The substance-immobilized carrier of the present invention can constitute a kit for measuring a target substance by immunoassay. The kit can further comprise components necessary for the immunoassay. Specific examples of components necessary for the immunoassay are as described above.

Hereinafter, the present invention will be described with reference to the drawings and specific examples.

[Example 1]
FIG. 1 shows an embodiment of the present invention relating to a substance immobilizing carrier. A primer layer containing polysiloxane is formed on the surface of a support made of polystyrene. One end of the PEG chain is covalently bonded to the primer layer. There is a (1H-imidazol-1-yl) carbonyl group at the other end of the PEG chain. The hydrophilic polymer layer has a condition that the number average molecular weight of the PEG chain is 176 to 25000, and a condition that the element concentration ratio N (1s) / CO in XPS is in the range of 0.010 to 0.100. At least one of the conditions is satisfied.

[Example 2]
A substance-immobilizing support was produced by the method shown in FIG. The specific procedure is described below.

Silanol was prepared by adding 0.35 ml of dilute hydrochloric acid (pH 2.4) to 1.65 ml of 3-glycidoxypropyltrimethoxysilane (Momentive Performance Materials). This was added to 100 ml of 2-propanol (Pure Chemical). To this, 4 ml of triethylamine (Wako Pure Chemical Industries) was further added. 100 μl of this silanol solution was dispensed into each well of a 96-well microplate (BD Falcon ^™ ). It was allowed to stand at room temperature for 75 minutes. Thereafter, the inside of the well was washed with pure water and dried by nitrogen blowing. By this operation, a primer layer containing polysiloxane and an epoxy group was formed in the well of the microplate. Next, 100 μl of PEG 4000 containing a catalytic amount of concentrated sulfuric acid (number average molecular weight 2700-3400, Kanto Chemical) was dispensed into each well. The mixture was heated at 90 ° C. for 30 minutes. Thereafter, the inside of the well was washed with pure water and dried by nitrogen blowing. By this operation, a hydrophilic polymer layer containing PEG was formed on the primer layer. Next, a CDI (Tokyo Kasei) solution with a final concentration of 0.5 M is prepared using an equal weight mixed solvent of dehydrated acetonitrile (Kanto Chemical) and dehydrated dimethyl sulfoxide (Kanto Chemical), and 10 μl is dispensed into each well. did. It was allowed to stand at room temperature for 20 minutes. Thereafter, the inside of the well was washed with pure water and dried by nitrogen blowing. By this operation, a PEG derivative in which a (1H-imidazol-1-yl) carbonyl group was introduced at the end of PEG contained in the hydrophilic polymer layer was formed.

[Example 3]
Using the substance immobilization carrier (96-well microplate) of Example 2, ELISA (indirect method, antigen-antibody-antibody sandwich method) shown in FIG. 3 was performed. The specific procedure is described below.

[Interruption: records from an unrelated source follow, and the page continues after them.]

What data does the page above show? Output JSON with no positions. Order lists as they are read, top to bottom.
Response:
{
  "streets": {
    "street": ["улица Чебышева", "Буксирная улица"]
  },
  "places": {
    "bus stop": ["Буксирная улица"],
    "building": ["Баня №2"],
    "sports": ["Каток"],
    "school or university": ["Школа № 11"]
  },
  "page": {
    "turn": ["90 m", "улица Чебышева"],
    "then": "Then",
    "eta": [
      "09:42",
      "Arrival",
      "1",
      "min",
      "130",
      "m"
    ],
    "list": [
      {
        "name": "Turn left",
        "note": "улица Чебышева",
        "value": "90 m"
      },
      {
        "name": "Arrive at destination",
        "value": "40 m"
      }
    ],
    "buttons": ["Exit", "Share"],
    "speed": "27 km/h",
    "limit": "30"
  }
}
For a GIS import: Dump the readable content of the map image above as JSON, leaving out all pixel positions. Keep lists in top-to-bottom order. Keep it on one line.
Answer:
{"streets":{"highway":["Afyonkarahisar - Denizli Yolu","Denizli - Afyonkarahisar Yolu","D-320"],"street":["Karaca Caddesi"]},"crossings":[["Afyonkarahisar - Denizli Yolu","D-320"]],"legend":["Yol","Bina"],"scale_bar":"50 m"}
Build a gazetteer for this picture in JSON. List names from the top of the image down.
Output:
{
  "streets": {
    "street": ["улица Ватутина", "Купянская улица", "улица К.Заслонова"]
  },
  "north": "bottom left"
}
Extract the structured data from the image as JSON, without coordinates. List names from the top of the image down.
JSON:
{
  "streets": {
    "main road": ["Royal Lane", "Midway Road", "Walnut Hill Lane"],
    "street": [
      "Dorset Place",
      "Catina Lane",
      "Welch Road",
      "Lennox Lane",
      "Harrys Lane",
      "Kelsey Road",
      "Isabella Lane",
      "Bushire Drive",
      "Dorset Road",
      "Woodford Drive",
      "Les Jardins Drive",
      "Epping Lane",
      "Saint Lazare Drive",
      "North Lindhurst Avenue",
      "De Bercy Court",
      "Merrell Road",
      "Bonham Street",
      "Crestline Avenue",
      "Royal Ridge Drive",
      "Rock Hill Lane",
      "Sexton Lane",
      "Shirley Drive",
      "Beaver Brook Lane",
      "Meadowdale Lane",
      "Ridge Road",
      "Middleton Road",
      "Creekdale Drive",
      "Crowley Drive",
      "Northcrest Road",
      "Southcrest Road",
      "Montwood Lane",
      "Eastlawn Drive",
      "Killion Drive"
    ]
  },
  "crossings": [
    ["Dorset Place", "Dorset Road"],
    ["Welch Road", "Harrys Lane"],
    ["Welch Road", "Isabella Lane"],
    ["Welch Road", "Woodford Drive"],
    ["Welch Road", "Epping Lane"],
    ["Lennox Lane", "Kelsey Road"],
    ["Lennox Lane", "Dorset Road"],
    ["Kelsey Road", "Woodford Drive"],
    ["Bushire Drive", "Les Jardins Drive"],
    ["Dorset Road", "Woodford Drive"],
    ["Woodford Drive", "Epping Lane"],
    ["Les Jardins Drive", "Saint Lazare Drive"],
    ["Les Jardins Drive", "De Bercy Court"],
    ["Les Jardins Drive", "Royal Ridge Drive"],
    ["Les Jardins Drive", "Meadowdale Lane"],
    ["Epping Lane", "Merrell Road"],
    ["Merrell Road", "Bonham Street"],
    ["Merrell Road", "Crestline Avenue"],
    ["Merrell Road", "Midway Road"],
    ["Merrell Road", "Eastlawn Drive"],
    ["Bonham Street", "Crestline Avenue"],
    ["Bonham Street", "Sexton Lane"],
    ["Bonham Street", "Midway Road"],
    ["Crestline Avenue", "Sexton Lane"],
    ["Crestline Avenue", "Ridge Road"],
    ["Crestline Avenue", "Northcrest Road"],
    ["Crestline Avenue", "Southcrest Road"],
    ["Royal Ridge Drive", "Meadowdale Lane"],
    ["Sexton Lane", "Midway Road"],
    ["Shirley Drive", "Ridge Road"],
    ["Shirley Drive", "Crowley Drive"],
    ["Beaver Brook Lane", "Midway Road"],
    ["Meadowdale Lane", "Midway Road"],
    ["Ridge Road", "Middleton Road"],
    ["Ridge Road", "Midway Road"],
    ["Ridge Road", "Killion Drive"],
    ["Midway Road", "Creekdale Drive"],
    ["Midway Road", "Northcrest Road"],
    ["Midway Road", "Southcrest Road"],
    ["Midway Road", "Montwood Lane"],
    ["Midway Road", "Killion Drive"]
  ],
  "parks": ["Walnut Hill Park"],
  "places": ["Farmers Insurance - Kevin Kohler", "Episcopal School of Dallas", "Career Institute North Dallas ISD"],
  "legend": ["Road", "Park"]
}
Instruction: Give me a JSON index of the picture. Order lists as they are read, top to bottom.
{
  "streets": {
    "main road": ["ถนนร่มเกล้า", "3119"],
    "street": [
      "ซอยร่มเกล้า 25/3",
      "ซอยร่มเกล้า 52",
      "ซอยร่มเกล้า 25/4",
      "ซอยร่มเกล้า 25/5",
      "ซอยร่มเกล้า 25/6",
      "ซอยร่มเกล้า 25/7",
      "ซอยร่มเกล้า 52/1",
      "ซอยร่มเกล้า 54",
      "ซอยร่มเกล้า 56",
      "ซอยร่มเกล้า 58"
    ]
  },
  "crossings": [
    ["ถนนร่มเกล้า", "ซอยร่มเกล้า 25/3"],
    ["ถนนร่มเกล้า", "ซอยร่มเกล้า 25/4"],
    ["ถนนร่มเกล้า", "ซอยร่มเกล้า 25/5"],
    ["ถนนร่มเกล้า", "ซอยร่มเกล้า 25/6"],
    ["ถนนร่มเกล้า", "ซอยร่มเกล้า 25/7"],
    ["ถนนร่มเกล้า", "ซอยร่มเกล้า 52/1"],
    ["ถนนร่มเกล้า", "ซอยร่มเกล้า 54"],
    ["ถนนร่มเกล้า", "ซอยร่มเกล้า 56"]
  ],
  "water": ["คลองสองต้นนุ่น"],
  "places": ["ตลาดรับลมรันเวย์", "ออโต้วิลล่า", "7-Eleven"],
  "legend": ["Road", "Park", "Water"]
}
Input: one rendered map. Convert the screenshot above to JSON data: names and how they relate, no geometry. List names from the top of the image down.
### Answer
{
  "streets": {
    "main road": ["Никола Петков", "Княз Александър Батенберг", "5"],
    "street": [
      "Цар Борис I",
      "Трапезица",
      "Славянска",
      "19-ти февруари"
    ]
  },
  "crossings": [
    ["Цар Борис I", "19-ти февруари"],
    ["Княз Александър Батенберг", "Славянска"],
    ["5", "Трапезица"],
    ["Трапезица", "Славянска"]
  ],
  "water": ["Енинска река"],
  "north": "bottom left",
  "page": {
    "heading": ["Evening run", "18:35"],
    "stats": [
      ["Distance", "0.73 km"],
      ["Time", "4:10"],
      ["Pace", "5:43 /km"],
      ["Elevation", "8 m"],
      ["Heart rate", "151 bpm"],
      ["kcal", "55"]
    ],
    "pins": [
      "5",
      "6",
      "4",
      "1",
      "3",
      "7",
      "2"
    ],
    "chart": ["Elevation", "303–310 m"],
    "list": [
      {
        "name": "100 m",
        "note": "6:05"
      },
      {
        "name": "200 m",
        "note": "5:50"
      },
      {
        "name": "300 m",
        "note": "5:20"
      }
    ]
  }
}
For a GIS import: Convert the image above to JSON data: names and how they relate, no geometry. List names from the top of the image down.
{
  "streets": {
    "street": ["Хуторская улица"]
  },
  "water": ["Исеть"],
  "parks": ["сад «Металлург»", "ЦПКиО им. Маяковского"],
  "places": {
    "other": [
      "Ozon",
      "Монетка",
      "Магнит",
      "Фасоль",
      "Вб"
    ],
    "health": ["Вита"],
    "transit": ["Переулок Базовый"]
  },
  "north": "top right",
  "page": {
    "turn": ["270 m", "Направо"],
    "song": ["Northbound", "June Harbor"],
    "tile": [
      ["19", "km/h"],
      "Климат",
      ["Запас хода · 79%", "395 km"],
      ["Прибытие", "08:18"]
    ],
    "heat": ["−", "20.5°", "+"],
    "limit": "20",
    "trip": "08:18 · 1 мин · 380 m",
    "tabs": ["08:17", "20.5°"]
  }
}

0.025% Triton (registered trademark)   Carbonate-bicarbonate buffer (pH 9.6) containing X-100 (Wako Pure Chemical Industries) was used as a solid phase buffer, 0.1% Triton (registered trademark)   A phosphate buffer (PBS) containing X-100 and 0.5 M NaCl is used as a washing buffer, and PBS containing 1% BSA is used as a dilution buffer. First, lysozyme (Wako Pure Chemical Industries) was dissolved in a solid phase buffer to prepare a lysozyme solution having a final concentration of 50 μg / ml. 5 μl of this solution was dispensed into each well of the 96-well microplate of Example 2. After standing at 37 ° C. for 10 minutes to dry and concentrate, the well was washed twice with a washing buffer. Next, 0-500 ng / ml anti-lysozyme antibody (Rockland) was prepared using dilution buffer, and 50 μl was dispensed into each well. After leaving at room temperature for 30 minutes, the well was washed once with a washing buffer. A dilution buffer was used to dilute the HRP-labeled secondary antibody (Nordic Immunological Laboratories) 4000 times (final concentration 0.5 μg / ml) and dispense 50 μl into each well. After leaving at room temperature for 30 minutes, the well was washed three times with a washing buffer. 30 μl of Immunostar LD (Wako Pure Chemical Industries), which is a chemiluminescent substrate, was added to each well, and chemiluminescent images were acquired using LAS4000mini (GE Healthcare). Finally, chemiluminescence intensity was calculated using dedicated software, and a calibration curve as shown in FIG. 4 (invention) was created. The sensitivity was 0.03 ng / ml.

(Comparative Example 1)
The ELISA (indirect method) shown in FIG. 3 was performed using an untreated 96-well microplate (BD Falcon ^™ ) and a conventional 96-well microplate (polystyrene 96-well microplate hydrophilized by oxygen plasma treatment). did. The specific procedure is described below.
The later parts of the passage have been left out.